### REQUIREMENT
Reproduce the entries so that every line matches the original exactly.

(Stored data entries)
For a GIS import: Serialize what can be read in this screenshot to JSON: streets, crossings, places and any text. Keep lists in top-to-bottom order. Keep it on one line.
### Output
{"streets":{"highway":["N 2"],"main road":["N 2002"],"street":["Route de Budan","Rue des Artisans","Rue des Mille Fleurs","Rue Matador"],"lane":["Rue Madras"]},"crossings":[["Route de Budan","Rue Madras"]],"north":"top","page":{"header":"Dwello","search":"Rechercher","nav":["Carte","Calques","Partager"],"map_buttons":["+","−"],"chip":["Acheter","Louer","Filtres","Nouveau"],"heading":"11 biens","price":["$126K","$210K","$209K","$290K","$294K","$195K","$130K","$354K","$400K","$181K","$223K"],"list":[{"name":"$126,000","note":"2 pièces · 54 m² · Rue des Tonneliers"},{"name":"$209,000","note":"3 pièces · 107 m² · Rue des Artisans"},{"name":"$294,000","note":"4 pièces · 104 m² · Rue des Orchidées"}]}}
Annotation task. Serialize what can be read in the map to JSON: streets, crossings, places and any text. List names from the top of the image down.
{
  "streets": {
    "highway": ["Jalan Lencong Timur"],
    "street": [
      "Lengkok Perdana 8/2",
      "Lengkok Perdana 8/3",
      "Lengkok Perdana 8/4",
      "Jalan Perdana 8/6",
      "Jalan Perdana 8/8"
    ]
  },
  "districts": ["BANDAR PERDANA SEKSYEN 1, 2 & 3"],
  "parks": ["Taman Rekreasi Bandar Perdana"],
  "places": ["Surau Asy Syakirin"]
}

### ANSWER BOX
For a GIS import: Serialize what can be read in this screenshot to JSON: streets, crossings, places and any text. Keep lists in top-to-bottom order. Keep it on one line.
### Output
{"streets":{"highway":["N 2"],"main road":["N 2002"],"street":["Route de Budan","Rue des Artisans","Rue des Mille Fleurs","Rue Matador"],"lane":["Rue Madras"]},"crossings":[["Route de Budan","Rue Madras"]],"north":"top","page":{"header":"Dwello","search":"Rechercher","nav":["Carte","Calques","Partager"],"map_buttons":["+","−"],"chip":["Acheter","Louer","Filtres","Nouveau"],"heading":"11 biens","price":["$126K","$210K","$209K","$290K","$294K","$195K","$130K","$354K","$400K","$181K","$223K"],"list":[{"name":"$126,000","note":"2 pièces · 54 m² · Rue des Tonneliers"},{"name":"$209,000","note":"3 pièces · 107 m² · Rue des Artisans"},{"name":"$294,000","note":"4 pièces · 104 m² · Rue des Orchidées"}]}}
Annotation task. Serialize what can be read in the map to JSON: streets, crossings, places and any text. List names from the top of the image down.
{
  "streets": {
    "highway": ["Jalan Lencong Timur"],
    "street": [
      "Lengkok Perdana 8/2",
      "Lengkok Perdana 8/3",
      "Lengkok Perdana 8/4",
      "Jalan Perdana 8/6",
      "Jalan Perdana 8/8"
    ]
  },
  "districts": ["BANDAR PERDANA SEKSYEN 1, 2 & 3"],
  "parks": ["Taman Rekreasi Bandar Perdana"],
  "places": ["Surau Asy Syakirin"]
}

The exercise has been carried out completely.